● **Directions for this task**: Look over the material for the string "compass". Copy every line where it turns up.

● **Input records**:
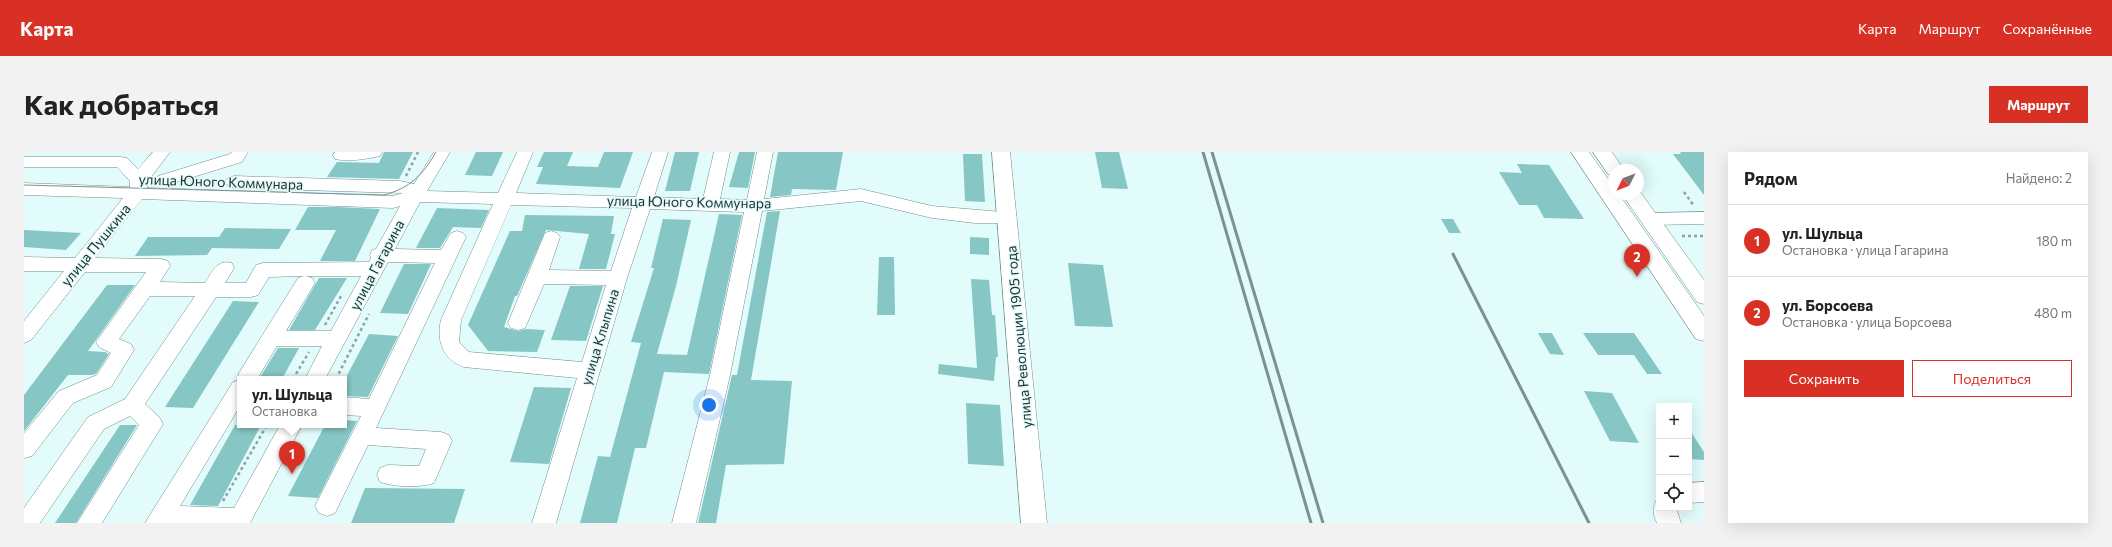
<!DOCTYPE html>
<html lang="ru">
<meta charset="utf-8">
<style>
body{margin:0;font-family:Commissioner,sans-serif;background:#f2f2f2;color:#222}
.controls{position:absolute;right:12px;bottom:12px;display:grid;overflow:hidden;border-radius:0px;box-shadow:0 4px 16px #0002}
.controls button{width:36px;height:36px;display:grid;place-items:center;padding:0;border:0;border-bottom:1px solid #e0e0e0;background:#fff;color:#222;font:20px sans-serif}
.compass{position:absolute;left:1584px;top:12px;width:36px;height:36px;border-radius:50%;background:#fff;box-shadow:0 4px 16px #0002;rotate:228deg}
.you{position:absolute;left:685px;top:253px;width:14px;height:14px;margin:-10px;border:3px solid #fff;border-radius:50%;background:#1a73e8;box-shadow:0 0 0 6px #1a73e833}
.badge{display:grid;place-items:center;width:26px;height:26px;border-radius:50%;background:#d93025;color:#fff;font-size:13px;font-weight:700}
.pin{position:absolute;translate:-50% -33px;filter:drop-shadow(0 1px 2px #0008)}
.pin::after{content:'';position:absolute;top:21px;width:14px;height:12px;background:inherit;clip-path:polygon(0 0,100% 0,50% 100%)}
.popup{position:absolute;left:213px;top:224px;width:110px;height:52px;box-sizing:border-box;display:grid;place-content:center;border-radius:0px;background:#fff;filter:drop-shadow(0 1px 3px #0005);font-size:13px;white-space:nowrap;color:#767676}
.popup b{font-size:15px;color:#222}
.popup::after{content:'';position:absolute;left:50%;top:100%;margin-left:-8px;border:8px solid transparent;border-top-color:#fff}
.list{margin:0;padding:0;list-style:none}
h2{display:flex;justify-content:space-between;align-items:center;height:52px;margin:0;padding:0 16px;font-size:17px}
h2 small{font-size:13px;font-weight:400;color:#767676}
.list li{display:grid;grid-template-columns:26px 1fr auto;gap:12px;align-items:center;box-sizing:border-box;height:72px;padding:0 16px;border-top:1px solid #e0e0e0}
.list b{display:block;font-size:15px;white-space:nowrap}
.list p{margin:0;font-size:13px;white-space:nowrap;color:#767676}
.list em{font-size:13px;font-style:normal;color:#767676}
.actions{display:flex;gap:8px;padding:12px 16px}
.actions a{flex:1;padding:9px 0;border:1px solid #d93025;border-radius:0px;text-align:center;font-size:14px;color:#d93025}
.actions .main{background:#d93025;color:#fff}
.icon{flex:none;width:22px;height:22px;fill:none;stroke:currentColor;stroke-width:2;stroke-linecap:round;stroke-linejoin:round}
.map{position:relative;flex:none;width:1680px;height:371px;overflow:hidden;border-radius:0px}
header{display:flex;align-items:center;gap:24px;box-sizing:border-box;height:56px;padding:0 20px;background:#d93025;color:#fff}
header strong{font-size:19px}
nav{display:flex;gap:22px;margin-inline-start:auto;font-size:14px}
.intro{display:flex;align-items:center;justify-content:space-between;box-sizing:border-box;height:96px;padding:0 24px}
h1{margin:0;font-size:28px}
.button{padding:10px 18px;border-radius:0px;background:#d93025;color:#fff;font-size:14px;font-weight:700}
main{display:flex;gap:24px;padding:0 24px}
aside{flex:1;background:#fff;border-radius:0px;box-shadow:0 4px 16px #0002}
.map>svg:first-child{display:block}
</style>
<header>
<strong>Карта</strong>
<nav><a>Карта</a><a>Маршрут</a><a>Сохранённые</a></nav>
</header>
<div class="intro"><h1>Как добраться</h1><a class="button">Маршрут</a></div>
<main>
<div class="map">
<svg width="1680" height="371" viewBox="0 0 1680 371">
<rect width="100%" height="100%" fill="#e1fcfb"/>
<g fill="#86c6c4">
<path d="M360,0H389L375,27L303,25L313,10L355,11Z"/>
<path d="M452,0H479L468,24L441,23Z"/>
<path d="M520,0H549L543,14L574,15L580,0H609L596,36L512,32L519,15H513Z"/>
<path d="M651,0H675L666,39H641Z"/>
<path d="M715,0H731L724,36L705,35Z"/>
<path d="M754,0H819L812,38L768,37L767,43L746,45Z"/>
<path d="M1071,0H1095L1104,37L1078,36Z"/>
<path d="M1656,0H1680V43L1649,2H1657Z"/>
<path d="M939,2H958L961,50L941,49Z"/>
<path d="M1493,12L1525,13L1560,67L1520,66L1513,53H1495L1475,20L1498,21Z"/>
<path d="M284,55H313L356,57L331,109H296L312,78H271Z"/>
<path d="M413,56L465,58L457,76L429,75L416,96H392Z"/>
<path d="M756,59L727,228L768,229L760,312L702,313L692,371H674L708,223H713L743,60Z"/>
<path d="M695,62L718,63L685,222L640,220L622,296H611L593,371H556L574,304L586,305L617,191L607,190L630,116H627L639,67L667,68L652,134L633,202L663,203Z"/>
<path d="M501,63L590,64L587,82H591L582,117H555L565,82L522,78L493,144H491L480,175L494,179L502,177L521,178L513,200L464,199L444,173L486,79H498Z"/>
<path d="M1417,67H1429L1437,81H1425Z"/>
<path d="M201,76L267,77L255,97L188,96L183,103L111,104L124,85H195Z"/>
<path d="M0,78L57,81L42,98L0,95Z"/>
<path d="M946,85L965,86V103L946,102Z"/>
<path d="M855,105H870L871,163H853Z"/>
<path d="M1044,111L1079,113L1089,175L1051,174Z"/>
<path d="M380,112H407L384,162L356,161Z"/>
<path d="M295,126H323L291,178H265Z"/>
<path d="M947,127L965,128L968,163H971L974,205H972L970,229L914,222L915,212L953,216Z"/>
<path d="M83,133H111L64,199L81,200L85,202L72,222L68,223H44L0,279V243Z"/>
<path d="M546,134H579L562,189L527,188Z"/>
<path d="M209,149L235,150L169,256L141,255Z"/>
<path d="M1514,181H1528L1540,203L1526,202Z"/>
<path d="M1559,181H1610L1638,222H1623L1610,203H1574Z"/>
<path d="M345,182L374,184L344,245L320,244V229Z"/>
<path d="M254,196H275L258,227H235Z"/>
<path d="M510,235L547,236L525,312L486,310Z"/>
<path d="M1560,239L1588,241L1615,291L1586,289Z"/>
<path d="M942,251L976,253L980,314L944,312Z"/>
<path d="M320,268L333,269L294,346L264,344L301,273H320Z"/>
<path d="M96,273H113L52,371H31Z"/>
<path d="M211,273H237L194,354L166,353Z"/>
<path d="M1665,277L1680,300V308L1665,307Z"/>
<path d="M341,336L441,337L430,371H327Z"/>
</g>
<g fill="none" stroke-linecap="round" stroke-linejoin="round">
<g stroke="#738b8a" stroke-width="1">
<g id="minor">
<path d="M129,0H146L124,29L123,36L369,44L379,41L210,36L204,34L201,30L204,26L210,24L376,29L390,32L410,0H426L403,39L474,41L493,0H509L492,41L612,45L628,0H644L630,45L679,47L690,0H706L696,47L723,48L733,0H749L740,47L837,37L908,54L990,61L993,65L990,69L984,71H951L908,66L837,49L738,59L706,223L672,371H648L686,223L720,60L626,57L603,126L532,371H508L553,226L440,215C419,208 412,188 417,168L469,52L396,50L371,97L417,98L427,81L433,79L439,81L442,85L352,276L417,280L425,283L428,289L410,331C395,336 371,335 356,330L353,323L356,316L364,313L395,314L402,297L344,293L311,361L303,364L295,361L291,354L337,264L320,263V245L345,247L411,111L364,110L301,227H281L298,194H253L233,227H216V254L156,354L210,356L256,273H278L226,371H121L209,230L213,229L215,221L274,126L280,124L245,125L234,143L227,145H192L121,252L136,266L139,272L78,371H53L115,273L106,264L80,277L16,371H0V356L64,265L101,247L171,144H126L95,187L107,192L110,198L87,235L49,251L8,304L0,306V281L35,239L73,223L87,201L75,195L72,190L122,120H61L7,188L0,191V169L40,119H0V105L51,106L99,46L0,43V31L106,35V29L93,15H0V5H97L103,6L114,17ZM118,47L369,56L376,54L352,97L348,98L346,103L347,106L345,110L239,111L232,113L222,131H201L210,116L208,111C193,107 188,120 181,131L136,130L146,114L144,109L137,107L71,106ZM487,53L608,56L587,119L525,118L536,85L533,81L527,79L521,81L484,171L487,176L494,178L501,176L520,132L582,133L558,210L445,200L435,190L437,168ZM282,124H337L307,179H262L291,131L288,126Z"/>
<path d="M208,0H224L218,10L146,32L140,34L134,32L131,28L134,24L206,2Z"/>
<path d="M311,0H358L356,4C343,7 324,10 311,7L309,3Z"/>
<path d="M1680,60V72L1626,73L1620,71L1617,67L1620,63L1626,61Z"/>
<path d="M1680,330V350L1665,351V331Z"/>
<path d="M1635,348V356H1652L1657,371H1633C1629,362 1628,358 1632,349Z"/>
</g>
</g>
<g stroke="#738b8a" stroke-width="1">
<g id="major">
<path d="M968,0H986L1023,371H997Z"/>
<path d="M1547,0H1565L1590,35V42H1595L1680,164V189L1672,187Z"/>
<path d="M1569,0H1588L1600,18H1590V24L1584,22Z"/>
<path d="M1614,37L1680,128V152L1673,150L1598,42H1614Z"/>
</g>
</g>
<g stroke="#90a3a3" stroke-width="2.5" stroke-dasharray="3 3" stroke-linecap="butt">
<path d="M382,24L394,0"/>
<path d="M1660,40L1670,54"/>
<path d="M1658,84H1680"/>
<path d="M301,173L317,144"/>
<path d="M269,227L285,200"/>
<path d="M312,227L345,162"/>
<path d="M199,349L243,273"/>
</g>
<use href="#minor" fill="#fff" fill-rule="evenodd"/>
<use href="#major" fill="#fff" fill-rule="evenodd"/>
<path stroke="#7e9090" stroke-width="1" d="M0,33L360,43C386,36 399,23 412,0"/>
<g stroke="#7e9090" stroke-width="3">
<path d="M1179,0L1287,371"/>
<path d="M1188,0L1299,371"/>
<path d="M1429,102L1565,371"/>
</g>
</g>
<g text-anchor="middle" stroke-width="3" stroke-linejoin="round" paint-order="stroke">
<g font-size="14" fill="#273131" stroke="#e1fcfb">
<text transform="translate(197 30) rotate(2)" y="5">улица Юного Коммунара</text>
<text transform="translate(665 50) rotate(1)" y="5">улица Юного Коммунара</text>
<text transform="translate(72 93) rotate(-51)" y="5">улица Пушкина</text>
<text transform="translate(353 113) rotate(-62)" y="5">улица Гагарина</text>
<text transform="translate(576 185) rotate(-73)" y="5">улица Клыпина</text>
<text transform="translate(995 185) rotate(-95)" y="5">улица Революции 1905 года</text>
</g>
</g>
</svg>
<div class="controls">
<button>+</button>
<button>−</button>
<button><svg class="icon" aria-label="locate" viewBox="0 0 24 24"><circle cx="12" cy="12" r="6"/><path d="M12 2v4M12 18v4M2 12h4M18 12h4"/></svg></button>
</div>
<svg class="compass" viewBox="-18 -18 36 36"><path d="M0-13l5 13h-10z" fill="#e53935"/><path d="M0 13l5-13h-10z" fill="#767676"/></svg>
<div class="you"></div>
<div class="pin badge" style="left:268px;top:322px">1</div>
<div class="popup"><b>ул. Шульца</b>Остановка</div>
<div class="pin badge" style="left:1613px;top:125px">2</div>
</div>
<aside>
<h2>Рядом<small>Найдено: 2</small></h2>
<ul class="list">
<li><span class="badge">1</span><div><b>ул. Шульца</b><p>Остановка · улица Гагарина</p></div><em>180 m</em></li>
<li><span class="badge">2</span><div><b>ул. Борсоева</b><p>Остановка · улица Борсоева</p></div><em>480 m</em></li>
</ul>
<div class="actions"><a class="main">Сохранить</a><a>Поделиться</a></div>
</aside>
</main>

● **Exercise answer**:
.compass{position:absolute;left:1584px;top:12px;width:36px;height:36px;border-radius:50%;background:#fff;box-shadow:0 4px 16px #0002;rotate:228deg}
<svg class="compass" viewBox="-18 -18 36 36"><path d="M0-13l5 13h-10z" fill="#e53935"/><path d="M0 13l5-13h-10z" fill="#767676"/></svg>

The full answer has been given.